» **WHAT THE TASK REQUIRES**: In the records below, find the lines that include "Biologie" and copy each.
**** EXCERPTED DATA
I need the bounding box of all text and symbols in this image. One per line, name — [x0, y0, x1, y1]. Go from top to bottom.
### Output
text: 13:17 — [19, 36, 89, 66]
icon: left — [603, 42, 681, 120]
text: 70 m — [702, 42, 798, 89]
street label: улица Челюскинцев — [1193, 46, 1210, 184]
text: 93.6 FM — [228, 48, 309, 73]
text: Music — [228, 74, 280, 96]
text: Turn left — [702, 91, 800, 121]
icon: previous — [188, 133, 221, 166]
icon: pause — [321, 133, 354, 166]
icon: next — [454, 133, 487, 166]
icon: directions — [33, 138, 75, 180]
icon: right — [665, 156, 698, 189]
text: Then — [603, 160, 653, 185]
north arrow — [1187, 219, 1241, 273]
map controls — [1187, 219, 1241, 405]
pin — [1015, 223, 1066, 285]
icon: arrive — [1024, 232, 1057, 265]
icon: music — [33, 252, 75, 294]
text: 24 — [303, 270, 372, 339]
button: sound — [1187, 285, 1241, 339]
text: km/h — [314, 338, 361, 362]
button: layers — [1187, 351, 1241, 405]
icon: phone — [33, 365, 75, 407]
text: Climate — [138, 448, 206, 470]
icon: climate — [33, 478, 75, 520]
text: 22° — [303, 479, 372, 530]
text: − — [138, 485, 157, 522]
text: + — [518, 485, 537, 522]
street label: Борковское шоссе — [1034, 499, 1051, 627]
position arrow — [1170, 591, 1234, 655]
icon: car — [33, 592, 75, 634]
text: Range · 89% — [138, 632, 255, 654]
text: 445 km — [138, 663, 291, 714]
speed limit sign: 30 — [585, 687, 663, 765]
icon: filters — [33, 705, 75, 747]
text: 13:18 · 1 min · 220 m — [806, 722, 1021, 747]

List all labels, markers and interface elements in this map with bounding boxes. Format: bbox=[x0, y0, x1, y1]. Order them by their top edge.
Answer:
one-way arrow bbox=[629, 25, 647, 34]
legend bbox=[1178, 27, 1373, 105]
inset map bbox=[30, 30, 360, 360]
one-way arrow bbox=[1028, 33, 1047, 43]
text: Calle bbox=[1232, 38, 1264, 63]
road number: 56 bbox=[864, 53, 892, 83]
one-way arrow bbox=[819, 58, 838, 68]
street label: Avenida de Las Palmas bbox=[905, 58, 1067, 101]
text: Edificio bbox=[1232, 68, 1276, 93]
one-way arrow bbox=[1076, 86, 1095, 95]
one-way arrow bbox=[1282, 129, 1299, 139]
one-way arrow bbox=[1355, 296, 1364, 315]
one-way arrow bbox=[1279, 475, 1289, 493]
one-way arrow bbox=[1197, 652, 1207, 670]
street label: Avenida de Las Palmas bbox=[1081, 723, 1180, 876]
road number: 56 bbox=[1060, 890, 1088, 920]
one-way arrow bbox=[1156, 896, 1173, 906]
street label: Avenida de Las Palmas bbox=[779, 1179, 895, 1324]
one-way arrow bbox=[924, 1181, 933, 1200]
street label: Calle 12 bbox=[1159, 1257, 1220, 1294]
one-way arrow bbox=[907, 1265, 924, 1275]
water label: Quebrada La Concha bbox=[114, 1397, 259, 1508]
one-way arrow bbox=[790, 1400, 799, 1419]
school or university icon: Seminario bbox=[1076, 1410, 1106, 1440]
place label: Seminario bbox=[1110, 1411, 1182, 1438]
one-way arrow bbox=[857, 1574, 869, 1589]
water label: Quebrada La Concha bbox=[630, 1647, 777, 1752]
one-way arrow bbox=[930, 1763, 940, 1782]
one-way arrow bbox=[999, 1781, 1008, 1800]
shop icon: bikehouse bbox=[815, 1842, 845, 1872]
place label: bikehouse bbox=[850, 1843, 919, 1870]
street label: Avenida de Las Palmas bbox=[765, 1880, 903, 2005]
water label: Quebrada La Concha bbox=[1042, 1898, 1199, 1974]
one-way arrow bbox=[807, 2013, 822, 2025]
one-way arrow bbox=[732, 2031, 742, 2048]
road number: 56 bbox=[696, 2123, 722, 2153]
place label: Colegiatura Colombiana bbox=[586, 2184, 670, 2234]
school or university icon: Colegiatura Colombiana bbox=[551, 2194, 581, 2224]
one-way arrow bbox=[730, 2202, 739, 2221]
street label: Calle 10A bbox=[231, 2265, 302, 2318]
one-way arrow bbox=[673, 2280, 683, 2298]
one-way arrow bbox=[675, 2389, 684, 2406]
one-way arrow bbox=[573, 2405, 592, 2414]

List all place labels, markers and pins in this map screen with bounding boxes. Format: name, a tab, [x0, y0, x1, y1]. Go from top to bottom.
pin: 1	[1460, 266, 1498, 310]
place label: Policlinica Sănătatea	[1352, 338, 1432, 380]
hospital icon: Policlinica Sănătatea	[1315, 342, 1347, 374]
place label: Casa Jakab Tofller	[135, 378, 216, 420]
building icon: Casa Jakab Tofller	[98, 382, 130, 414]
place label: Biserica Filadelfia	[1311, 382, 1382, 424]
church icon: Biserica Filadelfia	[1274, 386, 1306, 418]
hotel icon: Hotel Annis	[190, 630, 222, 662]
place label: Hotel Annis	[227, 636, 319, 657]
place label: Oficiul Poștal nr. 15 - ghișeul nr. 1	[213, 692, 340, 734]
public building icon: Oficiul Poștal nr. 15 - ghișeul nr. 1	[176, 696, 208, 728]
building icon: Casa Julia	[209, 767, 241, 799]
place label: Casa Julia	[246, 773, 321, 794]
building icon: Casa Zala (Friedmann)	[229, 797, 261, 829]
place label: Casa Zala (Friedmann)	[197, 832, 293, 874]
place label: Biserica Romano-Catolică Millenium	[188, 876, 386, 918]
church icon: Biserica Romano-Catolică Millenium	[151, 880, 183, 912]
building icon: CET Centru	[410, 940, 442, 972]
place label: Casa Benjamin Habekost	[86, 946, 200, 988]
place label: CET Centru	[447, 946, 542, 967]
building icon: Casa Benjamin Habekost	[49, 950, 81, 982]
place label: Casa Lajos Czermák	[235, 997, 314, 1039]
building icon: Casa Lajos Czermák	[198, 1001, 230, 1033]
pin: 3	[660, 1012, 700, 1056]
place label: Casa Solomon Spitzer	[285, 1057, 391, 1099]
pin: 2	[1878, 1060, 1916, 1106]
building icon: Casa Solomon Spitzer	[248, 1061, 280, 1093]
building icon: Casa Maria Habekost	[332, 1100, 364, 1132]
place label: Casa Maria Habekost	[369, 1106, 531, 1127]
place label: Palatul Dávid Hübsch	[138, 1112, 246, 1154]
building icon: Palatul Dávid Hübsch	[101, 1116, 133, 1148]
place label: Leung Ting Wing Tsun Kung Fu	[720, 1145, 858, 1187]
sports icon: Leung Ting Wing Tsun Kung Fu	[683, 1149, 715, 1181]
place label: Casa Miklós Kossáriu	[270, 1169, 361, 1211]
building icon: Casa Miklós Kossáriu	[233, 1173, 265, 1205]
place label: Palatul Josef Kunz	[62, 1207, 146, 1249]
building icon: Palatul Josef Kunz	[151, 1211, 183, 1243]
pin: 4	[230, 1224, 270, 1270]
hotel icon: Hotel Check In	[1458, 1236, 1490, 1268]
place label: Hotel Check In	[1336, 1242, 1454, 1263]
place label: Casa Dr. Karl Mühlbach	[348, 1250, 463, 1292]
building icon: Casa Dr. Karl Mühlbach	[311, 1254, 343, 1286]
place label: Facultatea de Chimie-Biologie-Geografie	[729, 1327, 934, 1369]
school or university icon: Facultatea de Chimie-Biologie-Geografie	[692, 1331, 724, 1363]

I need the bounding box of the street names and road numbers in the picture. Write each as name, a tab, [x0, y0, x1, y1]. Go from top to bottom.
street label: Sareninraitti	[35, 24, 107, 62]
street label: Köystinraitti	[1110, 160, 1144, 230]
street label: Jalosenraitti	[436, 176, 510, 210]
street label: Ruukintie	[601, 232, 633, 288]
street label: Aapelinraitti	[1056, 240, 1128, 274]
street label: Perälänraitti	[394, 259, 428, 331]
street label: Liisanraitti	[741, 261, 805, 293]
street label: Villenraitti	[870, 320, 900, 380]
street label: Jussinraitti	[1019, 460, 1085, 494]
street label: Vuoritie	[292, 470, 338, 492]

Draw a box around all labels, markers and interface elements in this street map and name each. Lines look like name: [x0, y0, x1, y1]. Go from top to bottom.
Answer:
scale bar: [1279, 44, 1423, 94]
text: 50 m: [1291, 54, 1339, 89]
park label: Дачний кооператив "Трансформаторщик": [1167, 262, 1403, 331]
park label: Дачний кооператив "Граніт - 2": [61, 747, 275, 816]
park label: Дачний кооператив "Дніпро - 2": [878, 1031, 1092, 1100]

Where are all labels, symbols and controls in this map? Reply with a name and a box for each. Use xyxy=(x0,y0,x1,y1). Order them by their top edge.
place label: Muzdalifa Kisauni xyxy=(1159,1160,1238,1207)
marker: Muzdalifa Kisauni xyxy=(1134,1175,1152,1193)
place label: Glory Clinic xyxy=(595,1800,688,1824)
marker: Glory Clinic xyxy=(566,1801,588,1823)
********
» **EXERCISE OUTPUT**:
place label: Facultatea de Chimie-Biologie-Geografie	[729, 1327, 934, 1369]
school or university icon: Facultatea de Chimie-Biologie-Geografie	[692, 1331, 724, 1363]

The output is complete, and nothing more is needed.